Krasin at arabasına saldırıda kullanılmak üzere bombaların üretilmesine yardım etti.[10] Kamo'nun çetesi bombaları bir kanepenin içine doldurarak Tiflis'e sokmayı başardı.[17] Soygundan sadece birkaç hafta önce, Kamo yanlışlıkla Krasin'in bombalarından birinin fünyesini kurmaya çalışırken fitilledi.[18] Patlama Kamo'nun gözünü ağır bir biçimde yaraladı ve kalıcı bir iz bıraktı.[19][20] Hissettiği yoğun acıdan dolayı bir ay yatakta kalmak zorunda kaldı ve soygun sırasında da tamamen iyileşmemişti.[11][20]1
Soygun günü
Saldırı günü olan 26 Temmuz 1907'de Stalin de dâhil saldırıyı düzenleyen yirmi kişi, Erivan Meydanı yakınlarında (okul, banka ve vali konağından iki dakikalık mesafede) planlarının son aşamalarını bitirmek için buluştular ve toplantının ardından saldırıya hazır bir biçimde önceden kararlaştırdıkları yerlere gittiler.[21] Rus yetkililer Tiflis'te devrimciler tarafından geniş bir eylem planlandığının farkına vardılar ve ana meydandaki güvenlik güçlerinin sayısını arttırdılar. Saldırıdan hemen önce, aldıkları bir ihbar sonucu Erivan Meydanı'nda her sokak başına bir görevli yerleştirildi.[12] Bu artırılmış güvenlik önlemleriyle başa çıkabilmek için çete üyeleri, saldırıdan önce her bir görevlinin yerini tespit etti ve yukarıdan meydanı izlemeleri için binaların üzerine gözcüler gönderdi.[11][12]

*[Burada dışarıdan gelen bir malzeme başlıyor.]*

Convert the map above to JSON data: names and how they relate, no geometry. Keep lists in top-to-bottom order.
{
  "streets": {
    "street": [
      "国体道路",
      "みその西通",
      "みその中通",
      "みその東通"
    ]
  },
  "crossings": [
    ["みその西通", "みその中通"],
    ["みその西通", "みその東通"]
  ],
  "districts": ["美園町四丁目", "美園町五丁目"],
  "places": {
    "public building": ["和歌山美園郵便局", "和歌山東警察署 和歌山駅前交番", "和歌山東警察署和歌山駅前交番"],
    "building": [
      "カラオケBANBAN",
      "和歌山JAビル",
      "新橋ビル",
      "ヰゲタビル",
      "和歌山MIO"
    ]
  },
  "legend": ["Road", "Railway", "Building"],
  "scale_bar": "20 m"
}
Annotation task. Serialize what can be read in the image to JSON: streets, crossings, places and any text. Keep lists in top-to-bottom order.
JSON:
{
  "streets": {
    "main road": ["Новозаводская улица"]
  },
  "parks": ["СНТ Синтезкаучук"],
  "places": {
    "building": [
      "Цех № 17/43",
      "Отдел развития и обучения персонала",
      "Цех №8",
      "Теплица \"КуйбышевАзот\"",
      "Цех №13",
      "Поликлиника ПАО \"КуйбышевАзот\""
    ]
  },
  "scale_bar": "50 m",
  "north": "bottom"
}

Çete üyelerinin çoğu köylü kılığında sokak köşelerinde altıpatlar ve el bombalarıyla bekledi.[11] Çetenin geri kalanından farklı olarak Kamo süvari yüzbaşısı kılığına meydana bir faytonla geldi.[11][22]
Komplocular soyguna hazırlık olarak meydanın hemen önündeki "Tilipuchuri" adlı meyhaneyi ele geçirdi. David Sagiraşvili adında bir şahidin ifadesine göre, daha sonra soygunculardan biri olduğu ortaya çıkan arkadaşı Baçua Kupriaşvili kendisini bir meyhaneye davet edip orada kalmasını istedi. Sagiraşvili meyhaneye girdikten sonra silahlı adamların insanların buradan çıkmasına engel olduğunu fark etti. Silahlı adamlar bankaya ait olan posta arabasının meydana yaklaştığını işaretini alınca silahlarını çekip binadan hızlıca ayrıldılar.[11]

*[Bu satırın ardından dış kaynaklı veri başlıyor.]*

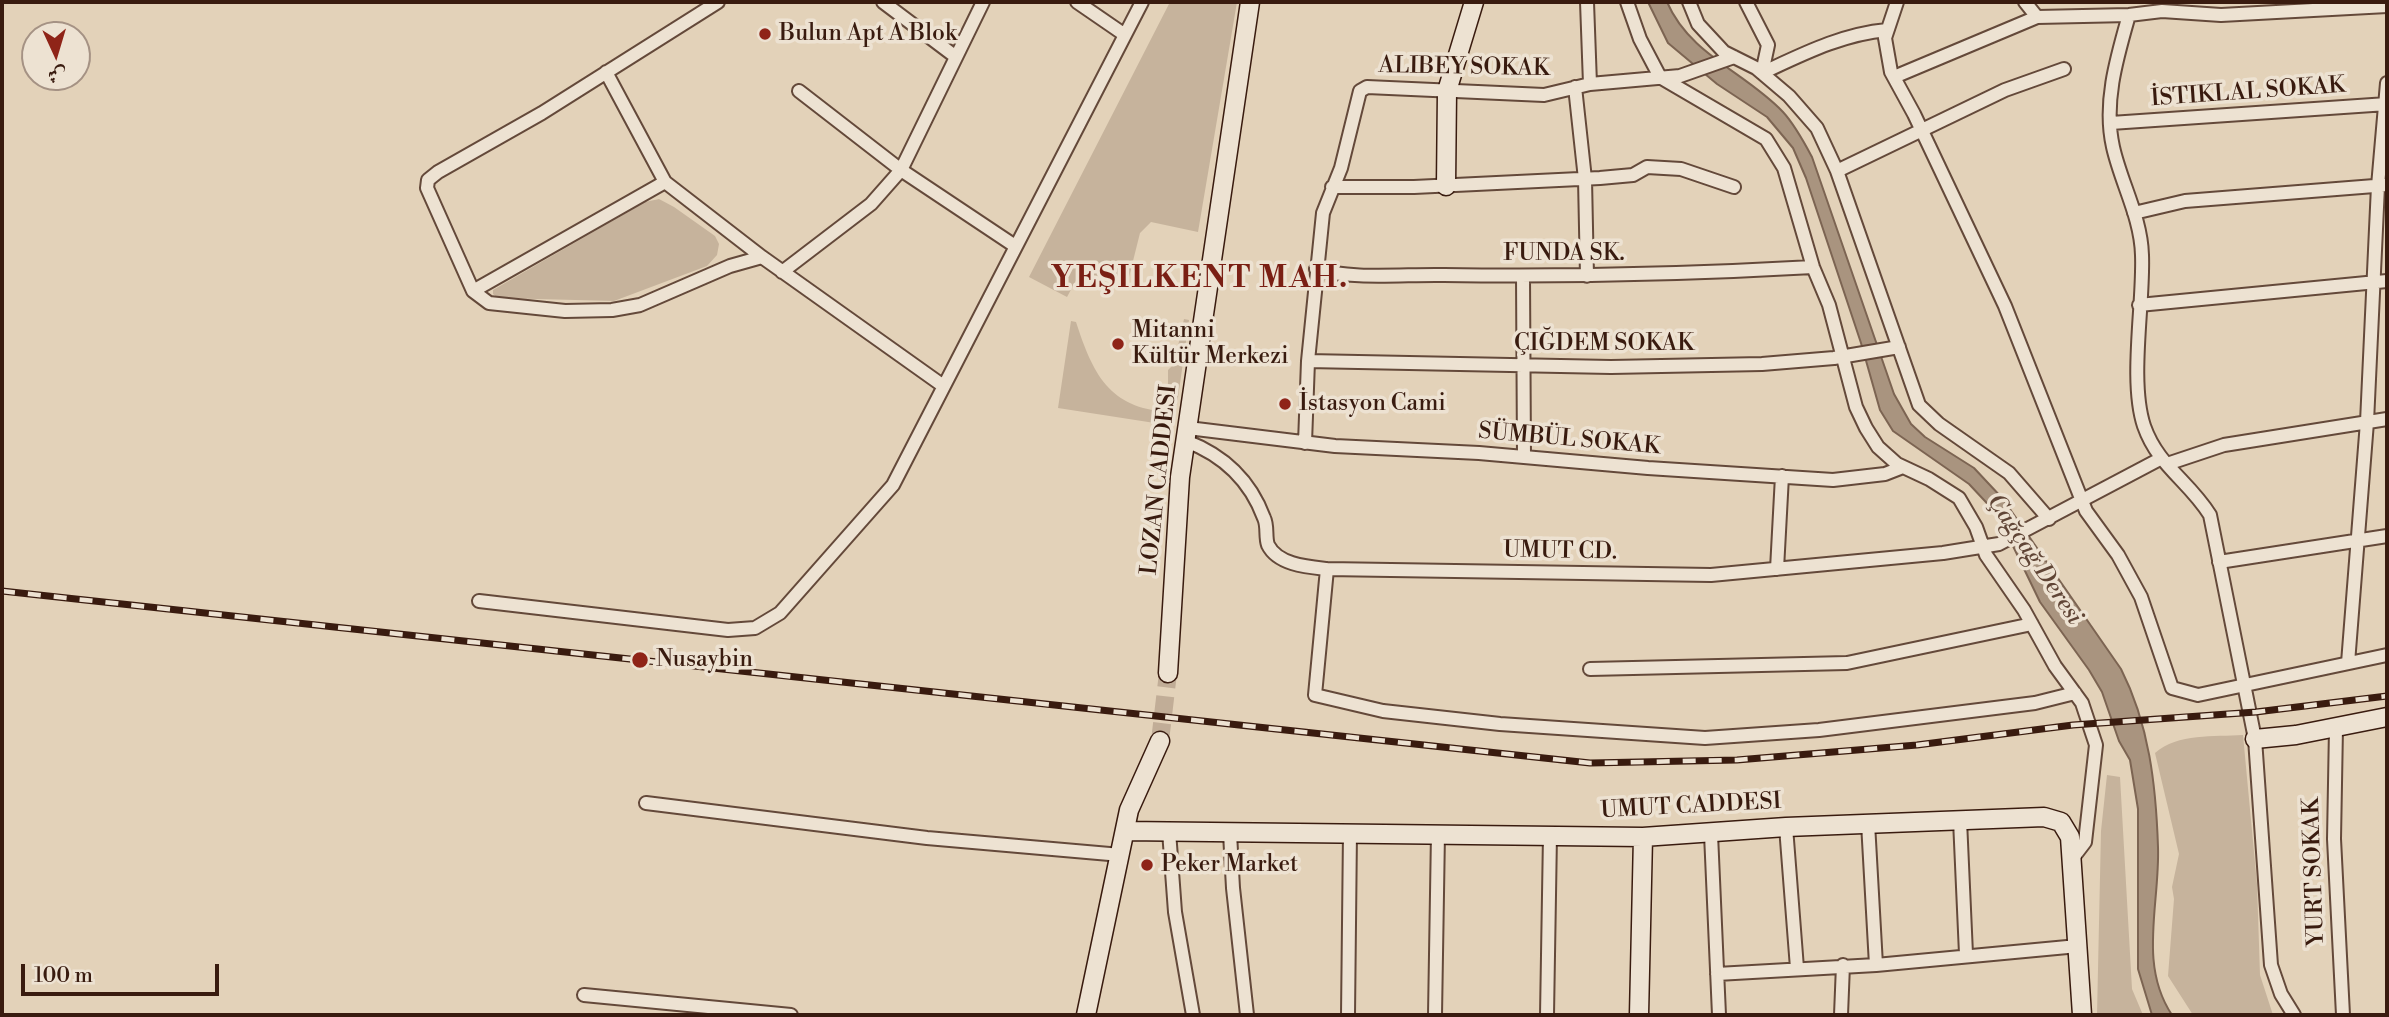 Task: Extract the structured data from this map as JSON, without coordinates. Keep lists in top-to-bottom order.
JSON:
{
  "streets": {
    "street": [
      "ALIBEY SOKAK",
      "İSTIKLAL SOKAK",
      "FUNDA SK.",
      "ÇIĞDEM SOKAK",
      "SÜMBÜL SOKAK",
      "LOZAN CADDESI",
      "UMUT CD.",
      "UMUT CADDESI",
      "YURT SOKAK"
    ]
  },
  "crossings": [
    ["ALIBEY SOKAK", "FUNDA SK."],
    ["ALIBEY SOKAK", "ÇIĞDEM SOKAK"],
    ["ALIBEY SOKAK", "SÜMBÜL SOKAK"],
    ["SÜMBÜL SOKAK", "LOZAN CADDESI"],
    ["SÜMBÜL SOKAK", "UMUT CD."],
    ["LOZAN CADDESI", "UMUT CD."]
  ],
  "districts": ["YEŞILKENT MAH."],
  "water": ["Çağçağ Deresi"],
  "places": [
    "Bulun Apt A Blok",
    "Mitanni Kültür Merkezi",
    "İstasyon Cami",
    "Nusaybin",
    "Peker Market"
  ],
  "scale_bar": "100 m",
  "north": "bottom"
} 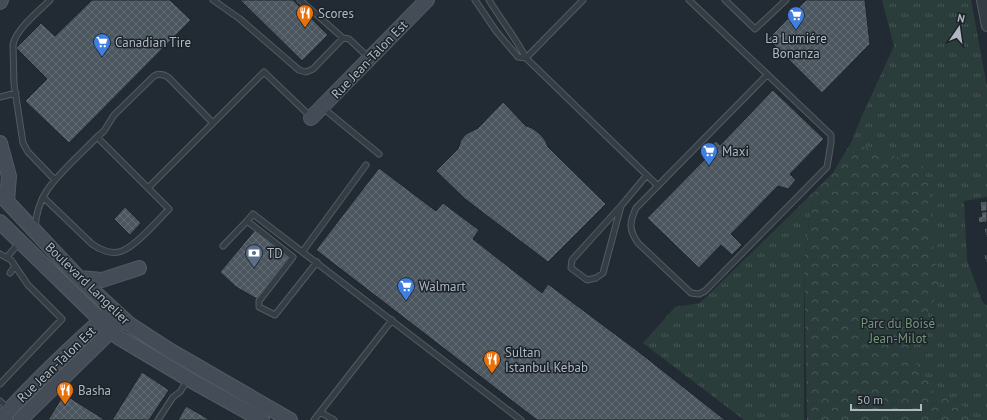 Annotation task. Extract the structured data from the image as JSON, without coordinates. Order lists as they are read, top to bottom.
{
  "streets": {
    "main road": ["Rue Jean-Talon Est", "Boulevard Langelier"]
  },
  "crossings": [
    ["Rue Jean-Talon Est", "Boulevard Langelier"]
  ],
  "parks": ["Parc du Boisé Jean-Milot"],
  "places": {
    "restaurant": ["Scores", "Sultan Istanbul Kebab", "Basha"],
    "supermarket": [
      "La Lumiére Bonanza",
      "Canadian Tire",
      "Maxi",
      "Walmart"
    ],
    "bank": ["TD"]
  },
  "scale_bar": "50 m",
  "north": "top"
}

Rus İmparatorluğu Devlet Bankası'nın Tiflis şubesi paranın postaneden Devlet Bankası'na posta arabasıyla taşınmasını kararlaştırmıştı.[23][24] Posta arabasında tüfekli iki koruma, bankanın kasiyeri ve muhasebecisi ve para vardı.[10][17][22] Korumalarla dolu başka bir fayton arabayı takip ederken, atlı korumalar da[25] arabaların önünde, yanında ve arkasında yolculuk ediyorlardı.[17][22]
Saldırı
Posta arabası sabah 10.30 civarında kalabalık meydana geldi. Kupriaşvili işareti verdikten sonra soyguncular arabaya el bombaları ile saldırıp at ve korumaların çoğunu öldürdükten sonra arabayı ve meydanı koruyan güvenlik görevlilerine ateş açtı.[10][17][26] Her yönden bombalar atıldı.[17][27] Gürcü gazetesi Isari'nin haberine göre "Korkunç saldırının top atışı mı yoksa bombaların patlaması mı olduğunu söylemek imkânsızdı ... Gürültü her yerde paniğe yol açtı ... Neredeyse şehrin tamamında insanlar koşuşturmaya başladı. At arabaları dörtnala kaçıyordu".[17] Patlamaların şiddeti, yakındaki evlerin bacalarını devirdi ve bir buçuk kilometre içerisindeki camları kırdı.[28][29] Stalin'in eşi Ekaterine Svanidze, meydana yakın olan evlerinin balkonunda küçük yaştaki oğluyla birlikteydi. Patlamaları duyduklarında korku içinde eve kaçtılar.[28]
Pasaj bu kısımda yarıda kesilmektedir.